In 1896 the Law School moved across Phillip Street to no. 174 Selbourne Chambers, on the site of the present Selbourne Chambers. It remained there until 1913, when it moved for a year to a 'cramped and noisy' upper floor in Martin Place, while Wigram Chambers (no. 167 Phillip Street) and Barristers' Court, both of which the University had recently purchased, were being converted into University Chambers for the Law School and tenants.
Sometime later, Barristers Court was resumed and demolished for the widening of Elizabeth Street, and in 1936 the University purchased all that remained of the original site. On this block, a 13-storey building was erected and opened in 1938. It was joined to the old Phillip Street Building, and it contained a well-appointed law library occupying three floors. The rest of the space was let. In 1939 there were 288 students and a teaching staff of 17 – two professors and full-time tutor (F C Hutley, later Mr Justice Hutley of the Supreme Court of NSW), and 14 part-time lecturers.
In the years immediately following World War II, there were some 1100 students in the Law School; the number fell to 650 by 1953. During the 1950s, three further chairs of law were created and another was added in 1969. In that year the Sydney Law School moved again, this time into a building of some 16 storeys bounded by Phillip, King and Elizabeth Streets. This was now known as the 'St James Campus'. The building contained nine lecture rooms, placed on two of the floors below street level which provided better air-conditioning control and reduced noise problems. Student amenities included a common room, games rooms and two squash courts. The library, which occupies four floors of the building, accommodated 450 readers, half in individual carrels.
In 2009, Sydney Law School relocated to the University of Sydney's Camperdown campus, occupying the New Law Building, an award-winning complex located on Eastern Avenue. A state-of-the-art complex for Law research and teaching, its major components include a moot court facility, law library, teaching spaces and forecourt.
In 2015, Sydney Law School officially resumed its CBD teaching activities in the University's new CBD building located at 133 Castlereagh Street, Sydney.
Sydney was the first Australian law school to admit women, and three of Australia’s six female high court judges graduated from Sydney Law School. We count among our alumni six Prime Ministers of Australia and four Chief Justices of the High Court of Australia.
We have a reputation for excellence which has been built over more than 160 years of teaching and research.
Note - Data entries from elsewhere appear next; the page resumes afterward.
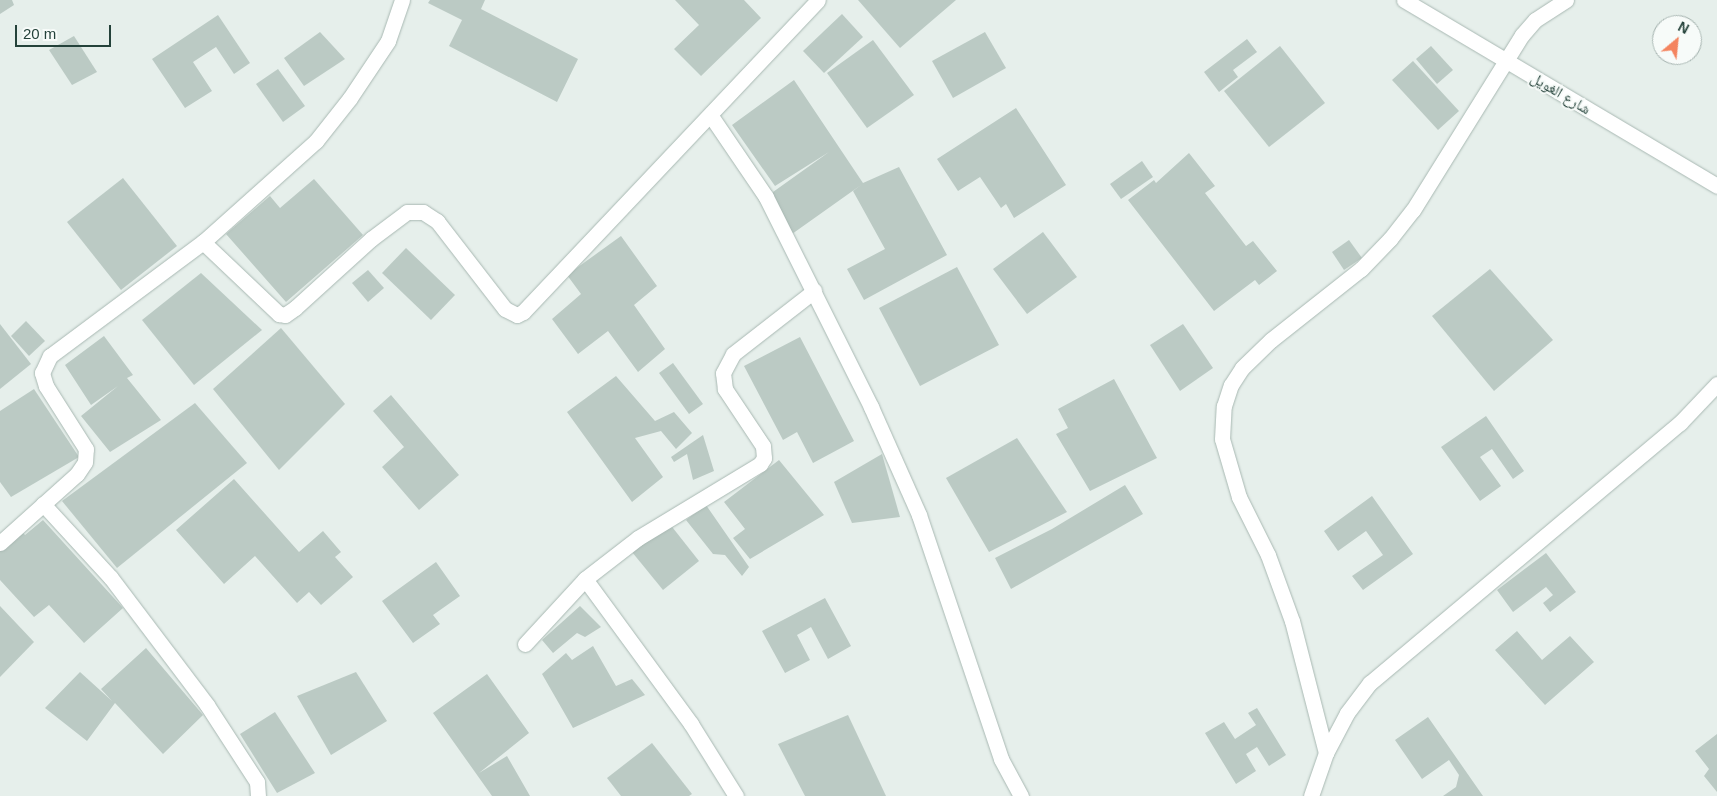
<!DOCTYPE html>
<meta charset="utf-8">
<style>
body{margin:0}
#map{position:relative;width:1717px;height:796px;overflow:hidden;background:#e6efeb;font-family:Helvetica,"Noto Naskh Arabic",sans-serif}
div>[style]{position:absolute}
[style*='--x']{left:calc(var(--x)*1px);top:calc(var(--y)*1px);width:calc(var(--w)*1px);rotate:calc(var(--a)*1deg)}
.building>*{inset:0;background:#bbcac4}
.roads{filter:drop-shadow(0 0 1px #a8b8b2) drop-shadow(0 0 1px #a8b8b2)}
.minor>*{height:15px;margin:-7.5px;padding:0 7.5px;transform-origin:7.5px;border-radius:7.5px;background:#fff}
span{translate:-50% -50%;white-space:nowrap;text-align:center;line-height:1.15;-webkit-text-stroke:4px #f7fbf9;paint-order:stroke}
.street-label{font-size:15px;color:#24423a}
.north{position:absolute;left:1652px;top:15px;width:50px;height:50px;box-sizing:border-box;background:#f7fbf9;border:1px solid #a3b1ad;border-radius:50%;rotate:28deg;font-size:14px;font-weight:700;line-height:20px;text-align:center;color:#24423a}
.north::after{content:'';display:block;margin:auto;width:18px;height:22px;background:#f4845f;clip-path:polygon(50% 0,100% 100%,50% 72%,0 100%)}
.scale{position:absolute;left:15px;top:25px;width:96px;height:22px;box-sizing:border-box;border:2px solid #24423a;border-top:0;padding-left:6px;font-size:15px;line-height:18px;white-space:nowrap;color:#24423a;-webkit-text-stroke:4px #f7fbf9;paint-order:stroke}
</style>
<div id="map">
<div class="building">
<i style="clip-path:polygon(0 0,12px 0,14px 5px,0 14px)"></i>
<i style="clip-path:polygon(430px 0,485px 0,481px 9px,578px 59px,557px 102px,449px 46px,462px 20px,428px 3px)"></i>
<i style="clip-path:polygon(675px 0,744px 0,761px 18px,701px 76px,674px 49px,699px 25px)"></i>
<i style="clip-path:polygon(858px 0,956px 0,900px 48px)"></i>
<i style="clip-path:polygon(842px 14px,863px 37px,824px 73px,803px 51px)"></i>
<i style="clip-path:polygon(218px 15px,250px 63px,234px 74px,216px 47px,193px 62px,212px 91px,185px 108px,152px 59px)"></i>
<i style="clip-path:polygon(320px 32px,345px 59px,304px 86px,284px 58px)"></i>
<i style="clip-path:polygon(985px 32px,1006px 68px,953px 98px,932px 61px)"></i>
<i style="clip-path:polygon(74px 36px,97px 72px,72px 85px,49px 50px)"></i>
<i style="clip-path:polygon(1247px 39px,1257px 52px,1233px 70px,1238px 77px,1219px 92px,1204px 72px)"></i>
<i style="clip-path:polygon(873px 40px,914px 95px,867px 128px,827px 73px)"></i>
<i style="clip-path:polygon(1280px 46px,1325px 103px,1269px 147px,1224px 91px)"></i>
<i style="clip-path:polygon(1431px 46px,1453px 70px,1437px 84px,1416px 59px)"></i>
<i style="clip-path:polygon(1413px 61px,1459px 111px,1438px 130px,1392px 80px)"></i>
<i style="clip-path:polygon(278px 69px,305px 106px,283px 122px,256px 84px)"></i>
<i style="clip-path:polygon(794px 80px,863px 183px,899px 167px,947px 255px,864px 300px,847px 269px,885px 249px,853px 191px,861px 185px,792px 234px,766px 197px,829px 152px,775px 186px,732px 125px)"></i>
<i style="clip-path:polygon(1016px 108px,1066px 185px,1014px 218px,1006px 204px,1001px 208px,980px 177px,958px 191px,937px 159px)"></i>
<i style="clip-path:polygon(1189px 153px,1215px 186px,1205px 193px,1246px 246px,1253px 241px,1277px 271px,1259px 285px,1255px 280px,1214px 311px,1128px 200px,1154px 180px,1156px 183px)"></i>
<i style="clip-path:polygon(1142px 161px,1153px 177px,1121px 199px,1110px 184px)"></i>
<i style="clip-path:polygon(123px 178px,177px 246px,121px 290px,67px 222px)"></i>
<i style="clip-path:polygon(314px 179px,363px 235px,286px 302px,226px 234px,270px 196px,280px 208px)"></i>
<i style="clip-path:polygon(1043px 232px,1077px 277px,1027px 314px,993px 269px)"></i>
<i style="clip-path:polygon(621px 236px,657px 286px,634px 305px,665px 349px,638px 372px,608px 331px,578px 354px,552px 319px,581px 294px,567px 275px)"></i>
<i style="clip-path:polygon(1349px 240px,1362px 258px,1344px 270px,1332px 252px)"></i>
<i style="clip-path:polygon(406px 248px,455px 295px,431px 320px,382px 273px)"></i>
<i style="clip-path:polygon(957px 267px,999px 345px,920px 386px,879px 308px)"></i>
<i style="clip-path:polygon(1490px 269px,1553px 340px,1494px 391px,1432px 316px)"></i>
<i style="clip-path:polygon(368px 270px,384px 288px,368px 302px,352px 283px)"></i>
<i style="clip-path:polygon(201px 273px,262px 330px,194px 385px,142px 320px)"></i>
<i style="clip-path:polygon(26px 321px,45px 341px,29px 356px,11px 336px)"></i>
<i style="clip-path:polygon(0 324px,31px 364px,0 389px)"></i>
<i style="clip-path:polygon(1183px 324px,1213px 368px,1180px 391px,1150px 345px)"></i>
<i style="clip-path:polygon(281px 328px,345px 404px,279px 470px,213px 389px)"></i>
<i style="clip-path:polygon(104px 336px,133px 375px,127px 378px,161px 420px,110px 452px,81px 416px,118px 386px,91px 405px,65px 365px)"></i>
<i style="clip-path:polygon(800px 337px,854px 441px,813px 463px,797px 432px,783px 440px,744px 366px)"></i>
<i style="clip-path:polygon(673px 363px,703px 404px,689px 414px,659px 373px)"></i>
<i style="clip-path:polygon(616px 376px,655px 421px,674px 412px,692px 433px,676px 449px,661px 431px,635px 438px,663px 477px,632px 502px,567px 412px)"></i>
<i style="clip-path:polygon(1114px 379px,1157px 458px,1090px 491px,1056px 434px,1068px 428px,1058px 409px)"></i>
<i style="clip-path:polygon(34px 389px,79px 457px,11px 497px,0 482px,0 411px)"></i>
<i style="clip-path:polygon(391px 395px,459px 475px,419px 510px,382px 467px,404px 447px,373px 411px)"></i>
<i style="clip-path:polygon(195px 403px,247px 463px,117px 568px,62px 501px)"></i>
<i style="clip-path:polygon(1486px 416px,1524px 471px,1513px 479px,1492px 449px,1480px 457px,1501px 486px,1480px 501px,1441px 447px)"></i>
<i style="clip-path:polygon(703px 435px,714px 471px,693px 480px,687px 454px,674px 462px,671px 457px)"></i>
<i style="clip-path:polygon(1017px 438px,1067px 512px,989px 552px,946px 478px)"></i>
<i style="clip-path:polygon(882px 454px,900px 517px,852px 523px,834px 482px)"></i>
<i style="clip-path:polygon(779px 460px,824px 515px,750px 559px,733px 538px,745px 529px,724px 502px)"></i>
<i style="clip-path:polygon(234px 479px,299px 552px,323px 531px,341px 552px,335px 557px,353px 577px,321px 605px,309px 592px,297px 603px,255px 556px,224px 584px,176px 530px)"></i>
<i style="clip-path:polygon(1125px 485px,1143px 514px,1011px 589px,995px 558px,1052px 529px)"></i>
<i style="clip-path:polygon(1372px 496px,1413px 554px,1363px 590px,1352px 576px,1383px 555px,1366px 531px,1338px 551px,1324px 531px)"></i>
<i style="clip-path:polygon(706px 505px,749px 567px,742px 576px,725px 555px,713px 554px,686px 520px)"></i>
<i style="clip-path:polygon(43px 520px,123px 608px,84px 643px,49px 605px,34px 617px,0 580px,0 542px,17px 526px,25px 535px)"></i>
<i style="clip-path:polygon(669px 523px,699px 561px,663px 590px,632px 552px)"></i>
<i style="clip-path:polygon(1546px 553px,1576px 592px,1550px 612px,1543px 603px,1553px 595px,1546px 587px,1513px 612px,1497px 590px)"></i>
<i style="clip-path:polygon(436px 562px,460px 596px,433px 615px,440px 624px,413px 643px,382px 601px)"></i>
<i style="clip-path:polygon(825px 598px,851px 646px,828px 659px,811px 627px,797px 635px,810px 660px,785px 673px,762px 631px)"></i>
<i style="clip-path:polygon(0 606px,34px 642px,0 677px)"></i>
<i style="clip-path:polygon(580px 606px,601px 627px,585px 637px,577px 633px,553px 653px,542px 640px)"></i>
<i style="clip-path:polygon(1517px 631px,1542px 660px,1570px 636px,1594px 662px,1545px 705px,1495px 650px)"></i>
<i style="clip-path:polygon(593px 646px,616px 686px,632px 679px,645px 695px,573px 728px,542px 674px,566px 653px,572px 660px)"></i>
<i style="clip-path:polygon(146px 648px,203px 715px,163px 754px,115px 703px,87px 741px,45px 708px,80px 672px,112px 701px,101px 689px)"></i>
<i style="clip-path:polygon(356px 672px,387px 721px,331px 755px,297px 696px)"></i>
<i style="clip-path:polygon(487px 674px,529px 733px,479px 773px,507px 756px,530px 796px,492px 796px,433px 713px)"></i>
<i style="clip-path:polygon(1257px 708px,1286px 755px,1269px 766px,1257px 747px,1246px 754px,1256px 771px,1236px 784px,1205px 733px,1224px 722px,1235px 739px,1256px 725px,1248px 713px)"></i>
<i style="clip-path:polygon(275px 712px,315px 773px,277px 793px,240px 734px)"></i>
<i style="clip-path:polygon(848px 715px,886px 796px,805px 796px,778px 744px)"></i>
<i style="clip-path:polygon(1428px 717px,1483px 796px,1443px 796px,1456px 787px,1459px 775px,1449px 760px,1422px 779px,1395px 740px)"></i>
<i style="clip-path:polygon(1717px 734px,1717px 792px,1704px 776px,1709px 769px,1695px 751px)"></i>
<i style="clip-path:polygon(652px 743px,692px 794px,689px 796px,621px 796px,607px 778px)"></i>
</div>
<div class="roads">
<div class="minor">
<i style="--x:402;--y:0;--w:43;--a:108.9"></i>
<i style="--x:388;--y:41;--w:69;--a:123.7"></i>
<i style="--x:350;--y:98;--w:55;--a:128.3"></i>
<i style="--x:316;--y:141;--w:152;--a:138.2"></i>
<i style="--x:203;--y:242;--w:105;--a:43.5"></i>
<i style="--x:279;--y:314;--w:6;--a:9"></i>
<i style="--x:285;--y:315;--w:12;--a:-35"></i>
<i style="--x:295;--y:308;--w:103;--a:-42.2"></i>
<i style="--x:371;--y:239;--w:45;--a:-36.9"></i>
<i style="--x:407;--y:212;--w:16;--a:0"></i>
<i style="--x:423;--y:212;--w:17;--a:33"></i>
<i style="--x:437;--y:221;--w:111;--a:52.3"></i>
<i style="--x:505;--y:309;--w:13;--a:27"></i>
<i style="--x:517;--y:315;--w:7;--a:-27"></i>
<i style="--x:523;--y:312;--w:429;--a:-46.6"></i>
<i style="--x:1404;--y:0;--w:364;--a:30.7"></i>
<i style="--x:711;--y:116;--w:98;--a:55.8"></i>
<i style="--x:766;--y:197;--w:235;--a:63.4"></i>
<i style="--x:871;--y:407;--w:118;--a:66"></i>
<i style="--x:919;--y:515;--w:257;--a:71.4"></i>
<i style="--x:1001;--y:759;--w:42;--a:61.6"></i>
<i style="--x:43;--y:504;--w:100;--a:47.4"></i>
<i style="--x:111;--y:578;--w:159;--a:52.9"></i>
<i style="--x:207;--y:705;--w:92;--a:57"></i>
<i style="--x:257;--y:782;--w:14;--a:86"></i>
<i style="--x:0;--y:543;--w:103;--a:-41.9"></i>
<i style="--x:77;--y:474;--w:14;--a:-56"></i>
<i style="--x:85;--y:462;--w:13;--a:-86"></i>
<i style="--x:86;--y:449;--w:75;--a:-122.4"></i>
<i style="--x:46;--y:386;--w:14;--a:-107"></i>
<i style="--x:42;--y:373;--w:19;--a:-65"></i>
<i style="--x:50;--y:356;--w:191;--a:-36.7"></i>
<i style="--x:585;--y:579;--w:180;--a:53.8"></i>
<i style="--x:691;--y:724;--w:85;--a:58"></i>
<i style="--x:525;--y:644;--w:88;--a:-47.3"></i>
<i style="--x:585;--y:579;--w:67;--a:-37.7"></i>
<i style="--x:638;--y:538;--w:143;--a:-31.2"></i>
<i style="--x:760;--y:464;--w:7;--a:-56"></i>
<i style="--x:764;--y:458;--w:12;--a:-95"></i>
<i style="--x:763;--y:446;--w:69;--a:-123.7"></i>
<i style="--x:725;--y:389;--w:16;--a:-97"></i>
<i style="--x:723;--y:373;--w:21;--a:-62"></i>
<i style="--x:733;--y:354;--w:103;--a:-37.9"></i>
<i style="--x:1326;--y:753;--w:136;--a:-104.4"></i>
<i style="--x:1292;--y:621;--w:70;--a:-110"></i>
<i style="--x:1268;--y:555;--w:65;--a:-116.6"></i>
<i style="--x:1239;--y:497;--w:60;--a:-106.3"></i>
<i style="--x:1222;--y:439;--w:33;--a:-87"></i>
<i style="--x:1224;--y:406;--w:22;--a:-72"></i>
<i style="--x:1231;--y:385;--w:20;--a:-57"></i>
<i style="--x:1242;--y:368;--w:40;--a:-44"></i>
<i style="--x:1271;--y:340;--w:115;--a:-38.3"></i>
<i style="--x:1361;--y:269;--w:42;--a:-46"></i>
<i style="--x:1390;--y:239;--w:37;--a:-52"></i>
<i style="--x:1413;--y:210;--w:206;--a:-58.1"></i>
<i style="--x:1522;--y:35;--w:20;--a:-49"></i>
<i style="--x:1535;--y:20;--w:37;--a:-33"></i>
<i style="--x:1311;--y:796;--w:46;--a:-70.8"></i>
<i style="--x:1326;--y:753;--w:45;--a:-62.3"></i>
<i style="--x:1347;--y:713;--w:38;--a:-53"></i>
<i style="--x:1370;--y:683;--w:405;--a:-40"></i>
<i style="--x:1680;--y:423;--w:54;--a:-46.5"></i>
</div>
</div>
<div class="street-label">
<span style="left:1561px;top:93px;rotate:31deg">شارع الغويل</span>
</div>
<div class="north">N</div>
<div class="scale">20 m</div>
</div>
We are committed to continuing to provide the best legal education for our students and leading the way in research by addressing key issues impacting both Australian and international law.
JuristDiction, a magazine published annually for our alumni and the wider legal community.
Our past issues provide in-depth articles about the law, our students and alumni.
The Sydney Law School Reports were designed to inform students, graduates and supporters of the activities occurring at the Law School at the time, and included letters from prominent members of the profession, research updates and student news.
The Law School Comfort Fund (LSCF) was established at a meeting in the Law School on 10 July 1940. Its aim was to keep legal men and students in the Services in touch with the school and the legal professions, but the main object of the fund was to provide reading matter to those whose name was on the roll.